++++ Input for this task

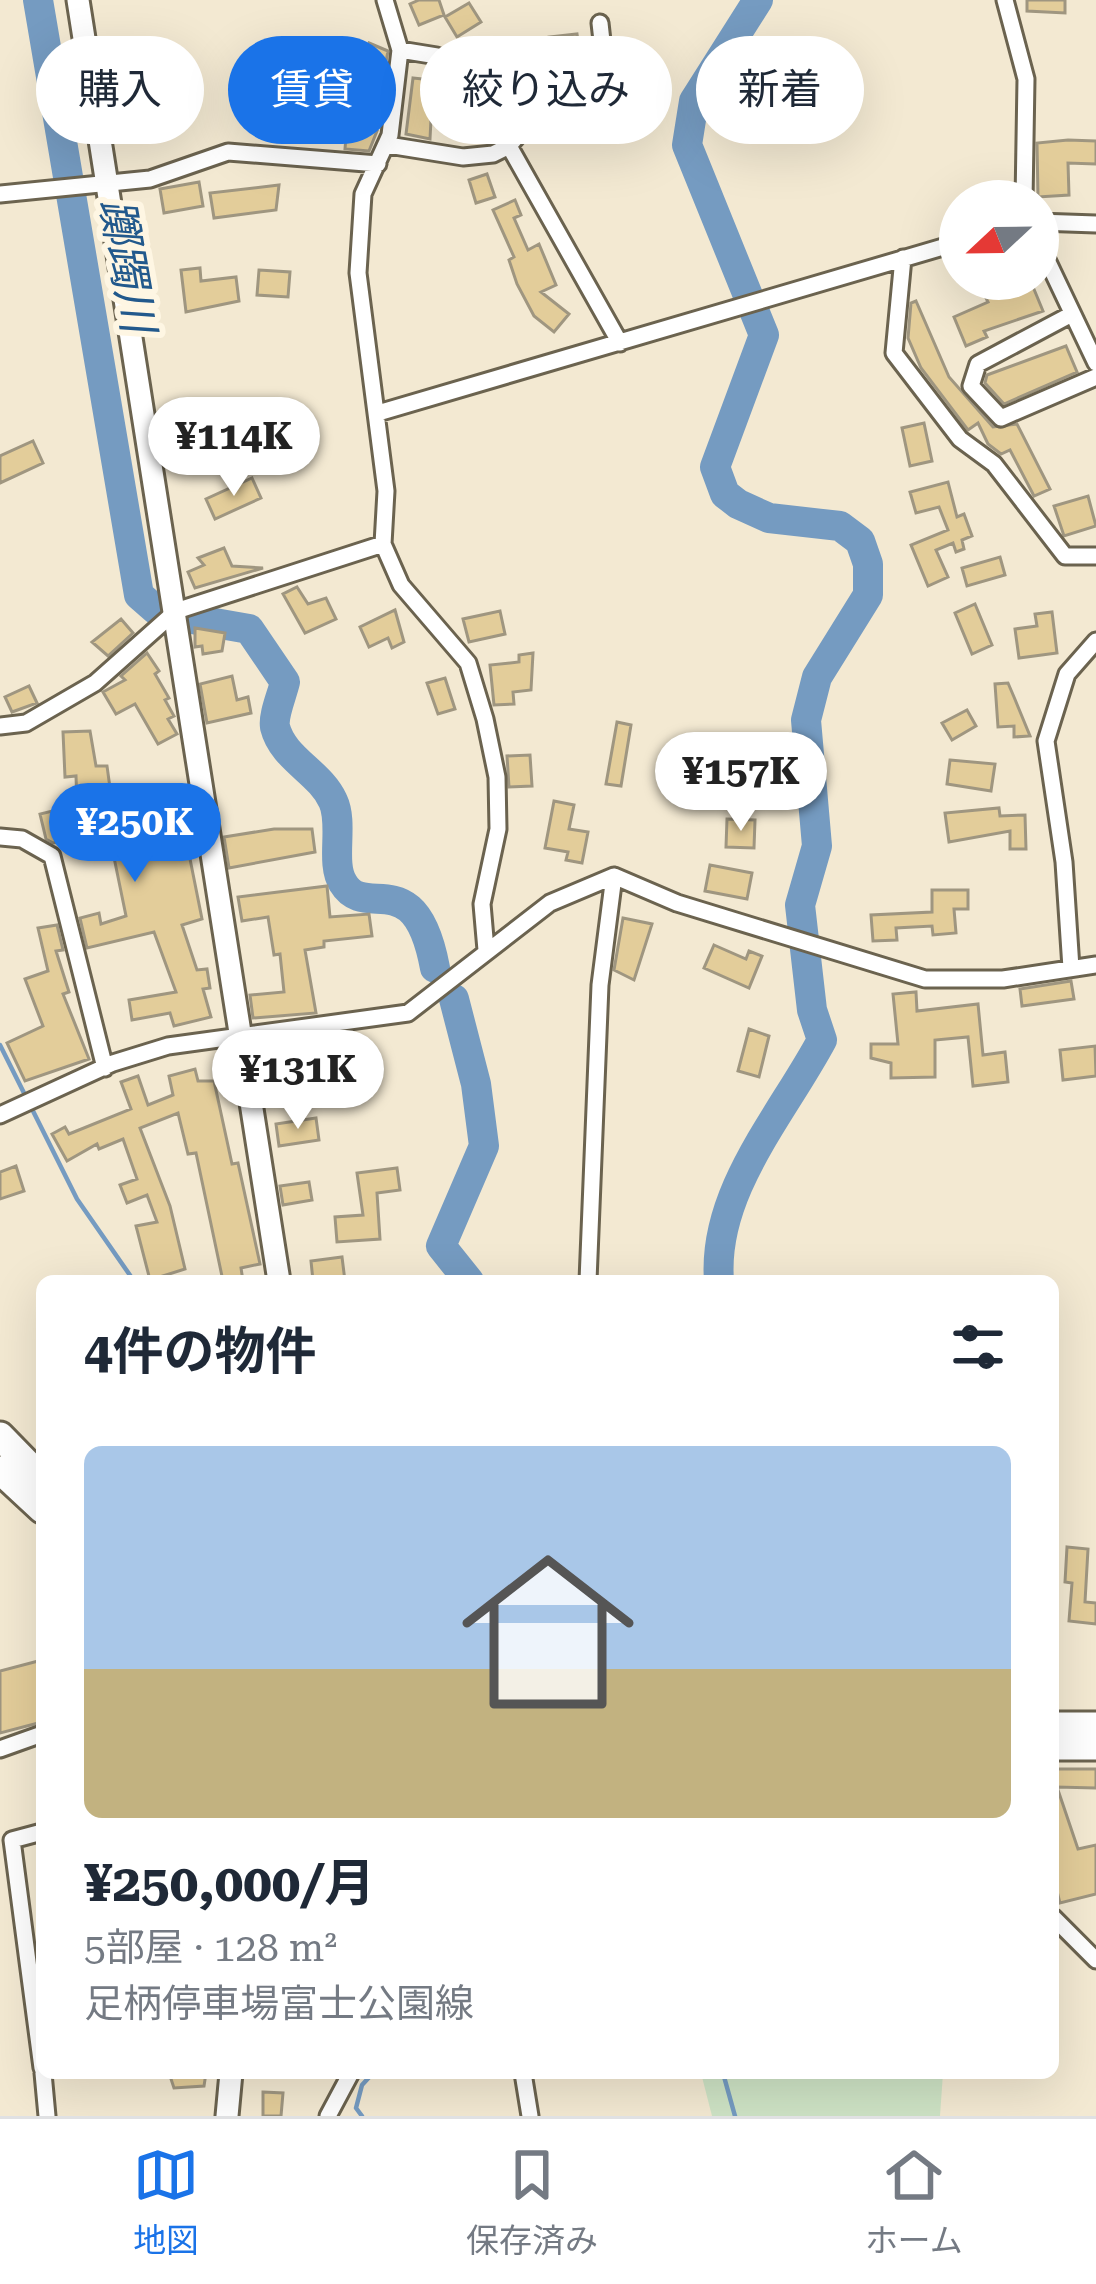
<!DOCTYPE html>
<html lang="ja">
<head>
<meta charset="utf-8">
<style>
	:root { --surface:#fff; --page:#f2f2f3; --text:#1f2937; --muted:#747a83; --line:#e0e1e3; --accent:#1a73e8 }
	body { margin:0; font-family:"Roboto Serif","Noto Sans JP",serif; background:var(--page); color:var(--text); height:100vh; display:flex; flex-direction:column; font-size:45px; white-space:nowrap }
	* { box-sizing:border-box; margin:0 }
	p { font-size:39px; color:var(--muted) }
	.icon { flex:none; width:66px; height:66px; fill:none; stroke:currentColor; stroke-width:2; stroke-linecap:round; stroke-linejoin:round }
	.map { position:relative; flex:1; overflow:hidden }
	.details { position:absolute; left:36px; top:1275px; width:1023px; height:804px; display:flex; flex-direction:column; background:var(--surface); border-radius:18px; box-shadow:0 12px 48px #0002 }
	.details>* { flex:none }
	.top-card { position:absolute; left:36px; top:36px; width:1026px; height:108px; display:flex; gap:24px }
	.needle { width:78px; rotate:248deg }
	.controls { position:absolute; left:939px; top:180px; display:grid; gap:24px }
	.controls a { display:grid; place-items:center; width:120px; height:120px; border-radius:50%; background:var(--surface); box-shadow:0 12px 48px #0002; font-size:60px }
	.price { position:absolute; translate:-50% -102px; padding:0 27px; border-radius:42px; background:#fff; color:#222; font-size:39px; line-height:78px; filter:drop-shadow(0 3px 6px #0008) }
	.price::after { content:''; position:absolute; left:50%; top:72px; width:36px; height:27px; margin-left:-18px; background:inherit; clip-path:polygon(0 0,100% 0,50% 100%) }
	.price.selected { background:var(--accent); color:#fff }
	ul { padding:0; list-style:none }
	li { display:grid; align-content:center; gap:24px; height:636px; padding:0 48px }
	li+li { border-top:3px solid var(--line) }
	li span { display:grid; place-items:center; height:372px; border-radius:18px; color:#555 }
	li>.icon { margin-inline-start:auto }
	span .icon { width:216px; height:216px; fill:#fffc; stroke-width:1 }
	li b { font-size:51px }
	h2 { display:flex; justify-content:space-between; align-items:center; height:144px; padding:0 48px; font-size:51px }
	.pill { padding:0 42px; border-radius:54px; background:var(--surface); box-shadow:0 12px 48px #0002; font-size:42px; line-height:108px }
	.pill.selected { background:var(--accent); color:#fff }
	.menu { display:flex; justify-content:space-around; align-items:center; height:168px; border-top:3px solid var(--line); background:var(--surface); font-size:33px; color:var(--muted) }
	.menu a { display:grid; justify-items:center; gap:6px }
	.menu .selected { color:var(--accent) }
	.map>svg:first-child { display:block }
</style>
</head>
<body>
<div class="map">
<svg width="1096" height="2116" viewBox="0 0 1096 2116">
	<rect width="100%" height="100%" fill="#f3e9d2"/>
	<path fill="#cee3c5" d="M701,2073H943L940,2116H712Z"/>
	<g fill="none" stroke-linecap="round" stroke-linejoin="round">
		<path stroke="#759bc1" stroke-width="4.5" d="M0,1045L77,1199L134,1281
			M723,2073L735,2116
			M362,2116L356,2108L362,2085L373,2073"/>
		<path stroke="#759bc1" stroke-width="30" d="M38,0L139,595L155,609
			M192,619L249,629L285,682C282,695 273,715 275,727C283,759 320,772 333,801C344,824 330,863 343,883C366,922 415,861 435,968
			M454,999L476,1084L484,1146L441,1246L469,1281
			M719,1281C712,1192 782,1115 822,1040L812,1010L800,905L817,846L806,720L817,677L868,595V564L860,541L840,526L769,518L738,504L725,494L715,467L764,335L687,145L694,101L758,0"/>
	</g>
	<path fill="#e3cd9a" stroke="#9f9680" stroke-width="3" d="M419,0H439L444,15L419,25L410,4Z
		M1027,0H1065V13L1027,11Z
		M469,3L481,22L457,37L445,17Z
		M577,34L580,56L552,60L549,37Z
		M369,43L388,51L381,89L355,87Z
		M517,67L531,85L515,103L498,87Z
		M630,70L638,93L656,91L659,119L581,125L575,88Z
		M413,78L433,80L430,139L406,134Z
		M350,89L366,90L363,129L377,131L369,151L345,149Z
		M1068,140L1096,141V164L1068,163L1069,195L1038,197L1037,143Z
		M487,174L495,197L476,203L469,180Z
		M199,182L203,206L164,213L160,189Z
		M279,185L276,210L214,218L210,193Z
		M515,200L521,215L514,218L528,250L539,244L556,285L541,292L569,314L554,332L534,316L517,284L509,260L514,257L493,210Z
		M200,268L201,281L236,277L239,301L186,312L181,270Z
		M259,270L290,272L288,297L257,295Z
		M1031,282L1043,311L984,331L987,337L966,346L954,317L988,302L985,296Z
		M916,301L949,377L993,427L1017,424L1050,489L1034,496L1010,450L1001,454L988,444L978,423L968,430L921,368L908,338L911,303Z
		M1066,346L1077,372L1004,404L985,383L987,375Z
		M924,423L932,461L910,466L902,428Z
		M33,441L43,463L0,483V456Z
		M252,478L261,498L215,519L206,499Z
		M948,482L957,517L964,514L972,536L962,540L964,549L956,552L953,543L936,550L948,577L928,586L911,545L948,530L939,507L916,513L910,492Z
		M1088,496L1096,526L1064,536L1054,506Z
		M224,548L232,566L263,568L195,588L188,572L204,565L198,558Z
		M1000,557L1005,575L967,586L962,568Z
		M297,587L308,604L326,598L336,619L305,633L283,594Z
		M975,604L992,645L972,654L955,613Z
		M395,610L404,642L392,648L388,638L369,647L360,627Z
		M500,611L505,634L469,642L463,619Z
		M1052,612L1057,653L1019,658L1015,629L1037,626L1035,614Z
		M121,619L133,633L108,656L92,642Z
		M195,628L225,633L222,651L203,654L202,646L195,647Z
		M147,653L159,671L155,674L169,698L165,700L174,716L168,719L177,734L158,744L135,704L116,714L103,692L125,680L121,676Z
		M533,653L531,690L513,692L514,704L494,705L490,665L519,662V655Z
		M232,676L237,700L248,697L251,713L207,723L200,684Z
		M445,678L455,709L438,714L427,683Z
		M1008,683L1014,697L1030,736L1014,737V726L998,727L995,684Z
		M29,686L37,703L12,712L5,697Z
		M967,710L976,726L952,740L942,723Z
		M617,722L631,725L621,786L606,784Z
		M90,731L96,766H107L114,817L146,811L150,833L133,836L138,861L189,854L202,919L182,925L197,970L207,969L210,988L203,989L211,1017L174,1026L170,1013L132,1020L129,1000L176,992L154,932L87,948L80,918L99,913L101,924L126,916L109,833L53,843L46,839L40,814L77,805L76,776L65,777L63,732Z
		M530,755L532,786L509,787L507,756Z
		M950,760L995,764L991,791L947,784Z
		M554,801L574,805L569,829L588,832L582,863L566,860L568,852L545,848Z
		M999,808L1000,816L1025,815L1026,849H1010V831L949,842L945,813Z
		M727,819L755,820L754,848L726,847Z
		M274,829H312L315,852L229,868L224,837Z
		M710,865L752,873L747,899L705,891Z
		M327,886L330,917L369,914L372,936L324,941V947L305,950L316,1013L253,1018L250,995L284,992L280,954L274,955L268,917L242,921L238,897Z
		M932,890H968V909H954L956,933L933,935L932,926L896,928L897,940L873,941L871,915L932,912Z
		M623,918L652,924L634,980L614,970Z
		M57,925L63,950L56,951L69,992L63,994L89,1059L25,1081L7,1043L43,1026L25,979L48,971L38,928Z
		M714,945L746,959L749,951L762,956L749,988L704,968Z
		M1071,981L1074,999L1022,1006L1020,989Z
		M916,992L917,1011L978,1004L983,1055L1005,1052L1008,1082L973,1086L968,1037L935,1040V1077L891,1078V1063L871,1058V1044H898L893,994Z
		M749,1029L769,1036L759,1077L738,1071Z
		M366,1044L370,1084L348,1087L343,1046Z
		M1095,1046L1096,1076L1063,1080L1060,1050Z
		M195,1069L198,1081H214L232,1164L238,1163L260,1264L241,1268L243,1281H223L196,1153L188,1154L178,1113L140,1128L170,1206L185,1269L150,1280L136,1226L157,1222L147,1195L127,1203L120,1185L137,1179L123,1139L99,1149L97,1144L67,1161L52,1134L65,1127L69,1134L131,1109L121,1082L138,1076L148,1105L173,1095L169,1076Z
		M310,1069L313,1091L273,1097L270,1074Z
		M316,1118L319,1140L279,1146L276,1124Z
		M16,1166L24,1191L0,1199V1172Z
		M397,1168L400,1190L377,1193L380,1239L337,1242L335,1217L363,1215L357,1173Z
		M309,1182L312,1200L283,1205L280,1186Z
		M342,1257L345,1281H313L311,1261Z
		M1067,1547L1088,1549L1085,1602L1096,1603V1624L1069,1621L1072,1583L1065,1582Z
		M42,1660V1722L0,1733V1671Z
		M1053,1769H1096V1788L1057,1787L1078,1849L1096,1845V1894L1060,1903L1053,1875Z
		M169,2073H206L204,2086L174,2088Z
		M263,2092L283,2093L281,2116H263Z"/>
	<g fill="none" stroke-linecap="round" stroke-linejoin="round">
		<g stroke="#6b634f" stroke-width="21">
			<path id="street" d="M385,0L400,50L390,135L363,194L358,273L386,491L383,544L401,585L468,663L485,719L497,777L498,829L482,904L486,950
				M1005,0L1026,79L1024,201
				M400,50L437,56L442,66
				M388,145L463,157L493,154L509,146L568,77L605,68L600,23
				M509,146L620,343
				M0,194L150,179L228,152L378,164
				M1038,222L1096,224
				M1038,241L1096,363
				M903,258L894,353L960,439L994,464L1065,556H1096
				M1072,314L978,364L971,386L1001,418L1096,377
				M378,413L960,242
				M0,726L26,723L95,683L176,611L383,544
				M0,837L22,839L52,856L105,1068
				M1071,968L1064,862L1046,741L1067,674L1096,641
				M0,1115L113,1063L168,1046L408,1013L550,903L614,876L677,903L925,979H1003L1096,965
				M588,1281L600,985L614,876
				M0,1749L42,1734
				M42,1832L12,1840L42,2068
				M1053,1917L1096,1960
				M43,2073L47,2116
				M523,2073L530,2116
				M328,2116L351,2073"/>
		</g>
		<g stroke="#6b634f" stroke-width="27">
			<path id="secondary" d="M78,0L279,1281
				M227,2116L231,2073"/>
		</g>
		<g stroke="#6b634f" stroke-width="33">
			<path id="highway" d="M0,1436L42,1479
				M0,1470L42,1509
				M1053,1726H1096
				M1053,1746H1096"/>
		</g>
		<use href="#street" stroke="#fff" stroke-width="15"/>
		<use href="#secondary" stroke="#fff" stroke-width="21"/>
		<use href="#highway" stroke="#fff" stroke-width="27"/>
	</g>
	<g text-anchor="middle" stroke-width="12" stroke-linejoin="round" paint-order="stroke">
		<g font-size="45" font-style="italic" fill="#22598c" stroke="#fef6e3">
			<text transform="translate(128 265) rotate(80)" y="16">躑躅川</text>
		</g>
	</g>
</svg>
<div class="controls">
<a><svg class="needle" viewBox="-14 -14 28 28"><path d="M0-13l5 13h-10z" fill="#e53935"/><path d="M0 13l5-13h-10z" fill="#747a83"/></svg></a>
</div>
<b class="price" style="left:234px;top:499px">¥114K</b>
<b class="price" style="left:741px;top:834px">¥157K</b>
<b class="price selected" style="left:135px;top:885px">¥250K</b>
<b class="price" style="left:298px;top:1132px">¥131K</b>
<div class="top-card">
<a class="pill">購入</a>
<a class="pill selected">賃貸</a>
<a class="pill">絞り込み</a>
<a class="pill">新着</a>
</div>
<section class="details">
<h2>4件の物件<svg class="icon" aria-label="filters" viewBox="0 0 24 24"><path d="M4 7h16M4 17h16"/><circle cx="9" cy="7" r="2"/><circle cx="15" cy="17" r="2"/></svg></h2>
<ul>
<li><span style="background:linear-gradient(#a9c7e8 60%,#c2b280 0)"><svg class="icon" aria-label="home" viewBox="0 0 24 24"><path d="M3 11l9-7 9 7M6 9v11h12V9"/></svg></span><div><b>¥250,000/月</b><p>5部屋 · 128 m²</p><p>足柄停車場富士公園線</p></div></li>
</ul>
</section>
</div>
<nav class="menu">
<a class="selected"><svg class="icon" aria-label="map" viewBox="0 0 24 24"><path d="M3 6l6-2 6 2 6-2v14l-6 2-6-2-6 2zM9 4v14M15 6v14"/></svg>地図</a>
<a><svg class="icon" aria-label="saved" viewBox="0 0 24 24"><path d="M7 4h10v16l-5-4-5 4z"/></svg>保存済み</a>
<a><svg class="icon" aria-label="home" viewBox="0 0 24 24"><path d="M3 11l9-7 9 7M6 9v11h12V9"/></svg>ホーム</a>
</nav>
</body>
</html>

++++++++

Please output the listing above exactly from its first line through the line with "position:relative; flex:1; overflow:hidden", both included, and nothing beyond that line. Omit pictures.

Response to the task:
<!DOCTYPE html>
<html lang="ja">
<head>
<meta charset="utf-8">
<style>
	:root { --surface:#fff; --page:#f2f2f3; --text:#1f2937; --muted:#747a83; --line:#e0e1e3; --accent:#1a73e8 }
	body { margin:0; font-family:"Roboto Serif","Noto Sans JP",serif; background:var(--page); color:var(--text); height:100vh; display:flex; flex-direction:column; font-size:45px; white-space:nowrap }
	* { box-sizing:border-box; margin:0 }
	p { font-size:39px; color:var(--muted) }
	.icon { flex:none; width:66px; height:66px; fill:none; stroke:currentColor; stroke-width:2; stroke-linecap:round; stroke-linejoin:round }
	.map { position:relative; flex:1; overflow:hidden }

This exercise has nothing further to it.